> **Task to complete**
Look through the listing below for the word "scale" and copy every line where it occurs.

> **Given data**
####################
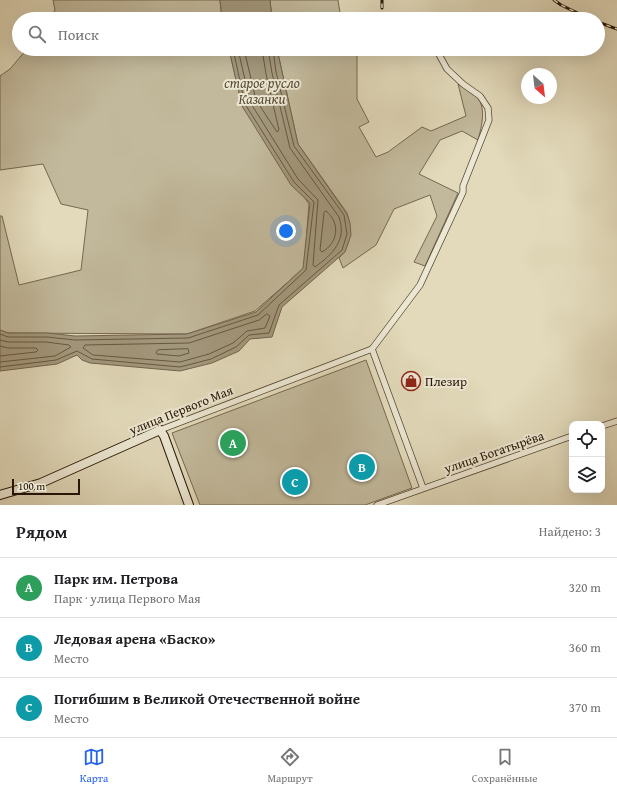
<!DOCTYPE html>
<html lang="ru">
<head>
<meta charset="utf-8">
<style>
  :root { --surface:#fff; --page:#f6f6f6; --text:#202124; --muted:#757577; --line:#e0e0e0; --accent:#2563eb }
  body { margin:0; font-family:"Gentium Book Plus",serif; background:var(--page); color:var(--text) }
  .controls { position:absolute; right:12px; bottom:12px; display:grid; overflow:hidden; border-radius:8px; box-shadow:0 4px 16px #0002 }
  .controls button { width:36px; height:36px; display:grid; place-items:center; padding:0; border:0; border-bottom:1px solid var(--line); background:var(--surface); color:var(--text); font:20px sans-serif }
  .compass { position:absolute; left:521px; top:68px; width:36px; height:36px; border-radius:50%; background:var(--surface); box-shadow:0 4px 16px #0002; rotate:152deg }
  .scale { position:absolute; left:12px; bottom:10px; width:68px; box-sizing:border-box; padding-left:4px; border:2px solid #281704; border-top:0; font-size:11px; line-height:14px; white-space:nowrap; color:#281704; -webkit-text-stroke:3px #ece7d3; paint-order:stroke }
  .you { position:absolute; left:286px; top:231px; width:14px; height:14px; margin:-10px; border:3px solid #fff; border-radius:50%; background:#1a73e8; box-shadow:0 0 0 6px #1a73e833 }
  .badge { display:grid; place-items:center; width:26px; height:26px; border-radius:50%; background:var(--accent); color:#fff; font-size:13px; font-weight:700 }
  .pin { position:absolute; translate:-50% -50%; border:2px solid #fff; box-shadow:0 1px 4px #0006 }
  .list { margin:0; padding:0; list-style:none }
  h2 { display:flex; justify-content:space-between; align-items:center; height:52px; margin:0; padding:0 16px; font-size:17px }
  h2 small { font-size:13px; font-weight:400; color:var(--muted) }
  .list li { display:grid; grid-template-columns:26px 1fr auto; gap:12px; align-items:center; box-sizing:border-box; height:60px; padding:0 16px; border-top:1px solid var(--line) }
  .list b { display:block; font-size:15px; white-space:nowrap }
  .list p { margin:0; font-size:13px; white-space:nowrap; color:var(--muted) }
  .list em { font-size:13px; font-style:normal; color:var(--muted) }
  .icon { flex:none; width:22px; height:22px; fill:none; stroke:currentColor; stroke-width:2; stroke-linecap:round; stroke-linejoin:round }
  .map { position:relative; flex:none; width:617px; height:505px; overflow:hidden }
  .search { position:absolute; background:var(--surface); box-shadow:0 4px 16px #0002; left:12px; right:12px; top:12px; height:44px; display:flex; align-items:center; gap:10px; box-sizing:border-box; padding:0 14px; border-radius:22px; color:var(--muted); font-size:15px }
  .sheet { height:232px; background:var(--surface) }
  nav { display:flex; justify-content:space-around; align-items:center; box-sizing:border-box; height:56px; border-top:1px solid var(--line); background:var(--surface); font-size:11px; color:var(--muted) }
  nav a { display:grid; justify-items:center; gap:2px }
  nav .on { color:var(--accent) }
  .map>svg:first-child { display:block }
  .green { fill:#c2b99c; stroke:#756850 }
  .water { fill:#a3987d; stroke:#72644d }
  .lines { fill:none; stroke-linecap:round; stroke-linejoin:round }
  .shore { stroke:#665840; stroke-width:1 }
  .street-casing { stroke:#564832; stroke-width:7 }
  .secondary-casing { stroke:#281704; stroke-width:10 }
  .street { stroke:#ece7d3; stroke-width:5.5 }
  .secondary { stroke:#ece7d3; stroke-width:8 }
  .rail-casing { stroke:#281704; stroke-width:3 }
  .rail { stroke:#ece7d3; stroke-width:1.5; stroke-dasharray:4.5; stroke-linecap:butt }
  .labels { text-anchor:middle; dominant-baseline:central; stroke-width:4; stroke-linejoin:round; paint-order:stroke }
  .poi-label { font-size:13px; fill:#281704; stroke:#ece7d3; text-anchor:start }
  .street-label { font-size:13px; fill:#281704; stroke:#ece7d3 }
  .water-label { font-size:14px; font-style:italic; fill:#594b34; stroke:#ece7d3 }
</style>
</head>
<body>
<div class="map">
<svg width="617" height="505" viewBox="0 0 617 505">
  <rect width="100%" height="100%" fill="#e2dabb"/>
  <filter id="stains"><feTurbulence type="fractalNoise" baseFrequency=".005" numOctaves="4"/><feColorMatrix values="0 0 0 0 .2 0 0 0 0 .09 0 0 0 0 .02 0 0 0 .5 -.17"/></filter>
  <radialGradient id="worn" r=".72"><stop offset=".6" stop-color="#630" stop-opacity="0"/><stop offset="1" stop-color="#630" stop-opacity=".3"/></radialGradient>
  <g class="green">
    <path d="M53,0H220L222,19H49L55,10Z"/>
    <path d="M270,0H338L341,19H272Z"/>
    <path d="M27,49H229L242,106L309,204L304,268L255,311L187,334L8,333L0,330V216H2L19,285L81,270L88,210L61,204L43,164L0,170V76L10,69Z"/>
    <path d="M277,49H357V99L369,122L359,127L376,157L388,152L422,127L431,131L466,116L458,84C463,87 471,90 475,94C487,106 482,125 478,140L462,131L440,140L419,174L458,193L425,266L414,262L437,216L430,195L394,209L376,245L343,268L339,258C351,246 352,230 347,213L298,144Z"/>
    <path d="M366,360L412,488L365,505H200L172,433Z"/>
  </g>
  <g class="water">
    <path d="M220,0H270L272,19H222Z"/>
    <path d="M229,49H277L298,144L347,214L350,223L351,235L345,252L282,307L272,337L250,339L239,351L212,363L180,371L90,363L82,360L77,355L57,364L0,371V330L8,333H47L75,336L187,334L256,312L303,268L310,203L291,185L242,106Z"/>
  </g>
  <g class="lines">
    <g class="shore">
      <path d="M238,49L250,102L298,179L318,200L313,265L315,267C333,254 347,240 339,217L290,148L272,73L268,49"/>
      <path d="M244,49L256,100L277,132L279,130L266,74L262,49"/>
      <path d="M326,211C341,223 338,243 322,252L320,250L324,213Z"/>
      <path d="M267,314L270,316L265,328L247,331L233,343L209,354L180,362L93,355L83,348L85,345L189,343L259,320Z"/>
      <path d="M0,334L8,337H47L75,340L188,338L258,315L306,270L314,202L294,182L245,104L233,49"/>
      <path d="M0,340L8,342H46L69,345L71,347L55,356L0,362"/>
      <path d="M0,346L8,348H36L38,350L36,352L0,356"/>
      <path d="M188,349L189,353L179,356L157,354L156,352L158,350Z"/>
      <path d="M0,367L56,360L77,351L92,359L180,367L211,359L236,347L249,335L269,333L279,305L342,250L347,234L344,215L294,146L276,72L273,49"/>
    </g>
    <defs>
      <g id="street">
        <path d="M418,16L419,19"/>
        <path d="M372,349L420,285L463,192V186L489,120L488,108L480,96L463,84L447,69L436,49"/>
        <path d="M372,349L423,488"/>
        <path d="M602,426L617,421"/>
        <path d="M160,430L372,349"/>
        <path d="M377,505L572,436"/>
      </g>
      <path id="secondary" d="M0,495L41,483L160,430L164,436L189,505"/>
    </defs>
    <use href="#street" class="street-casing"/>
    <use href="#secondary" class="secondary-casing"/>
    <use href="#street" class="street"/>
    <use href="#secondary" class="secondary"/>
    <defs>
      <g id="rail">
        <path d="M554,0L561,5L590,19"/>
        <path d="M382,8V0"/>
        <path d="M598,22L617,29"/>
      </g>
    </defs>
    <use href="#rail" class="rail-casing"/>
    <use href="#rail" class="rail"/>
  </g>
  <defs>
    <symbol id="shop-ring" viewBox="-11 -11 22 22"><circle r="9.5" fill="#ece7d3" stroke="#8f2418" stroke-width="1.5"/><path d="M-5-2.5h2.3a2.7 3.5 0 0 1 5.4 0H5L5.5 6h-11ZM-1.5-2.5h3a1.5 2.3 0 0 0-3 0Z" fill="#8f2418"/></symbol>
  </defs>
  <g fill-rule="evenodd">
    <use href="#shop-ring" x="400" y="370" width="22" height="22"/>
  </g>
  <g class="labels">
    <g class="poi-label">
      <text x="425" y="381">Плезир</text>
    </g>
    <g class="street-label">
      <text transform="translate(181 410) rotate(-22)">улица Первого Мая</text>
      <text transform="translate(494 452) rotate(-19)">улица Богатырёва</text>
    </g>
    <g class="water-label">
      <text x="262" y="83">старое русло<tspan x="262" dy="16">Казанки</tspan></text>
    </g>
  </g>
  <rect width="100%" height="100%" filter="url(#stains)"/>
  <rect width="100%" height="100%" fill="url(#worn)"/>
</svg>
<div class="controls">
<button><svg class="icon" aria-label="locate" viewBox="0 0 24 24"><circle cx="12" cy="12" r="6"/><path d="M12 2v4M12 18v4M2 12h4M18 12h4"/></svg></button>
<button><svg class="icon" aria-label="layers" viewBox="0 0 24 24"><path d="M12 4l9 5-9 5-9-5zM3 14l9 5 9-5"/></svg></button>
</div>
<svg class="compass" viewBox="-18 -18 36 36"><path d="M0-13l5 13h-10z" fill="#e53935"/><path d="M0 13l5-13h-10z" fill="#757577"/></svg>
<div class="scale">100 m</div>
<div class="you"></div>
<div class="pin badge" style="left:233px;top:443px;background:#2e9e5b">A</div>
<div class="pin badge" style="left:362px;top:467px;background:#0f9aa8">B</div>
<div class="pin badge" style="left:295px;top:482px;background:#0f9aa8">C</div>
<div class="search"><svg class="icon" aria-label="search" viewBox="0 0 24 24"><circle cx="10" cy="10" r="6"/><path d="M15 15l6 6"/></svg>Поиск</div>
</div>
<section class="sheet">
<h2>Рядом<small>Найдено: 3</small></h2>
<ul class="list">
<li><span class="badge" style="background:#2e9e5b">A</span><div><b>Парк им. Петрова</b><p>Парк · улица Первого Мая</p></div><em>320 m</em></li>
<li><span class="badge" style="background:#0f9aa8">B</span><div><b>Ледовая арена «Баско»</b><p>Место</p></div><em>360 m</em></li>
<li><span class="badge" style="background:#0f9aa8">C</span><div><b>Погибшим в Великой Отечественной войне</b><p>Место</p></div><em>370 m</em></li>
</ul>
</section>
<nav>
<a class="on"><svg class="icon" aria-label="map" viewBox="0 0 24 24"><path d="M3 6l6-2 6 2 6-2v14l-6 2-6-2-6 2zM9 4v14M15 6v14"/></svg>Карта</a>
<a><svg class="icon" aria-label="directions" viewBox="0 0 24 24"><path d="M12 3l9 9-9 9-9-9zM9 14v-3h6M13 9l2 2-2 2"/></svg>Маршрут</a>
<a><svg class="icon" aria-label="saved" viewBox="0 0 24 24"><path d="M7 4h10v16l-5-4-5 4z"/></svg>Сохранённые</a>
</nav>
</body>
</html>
####################
> **Exercise response**
  .scale { position:absolute; left:12px; bottom:10px; width:68px; box-sizing:border-box; padding-left:4px; border:2px solid #281704; border-top:0; font-size:11px; line-height:14px; white-space:nowrap; color:#281704; -webkit-text-stroke:3px #ece7d3; paint-order:stroke }
<div class="scale">100 m</div>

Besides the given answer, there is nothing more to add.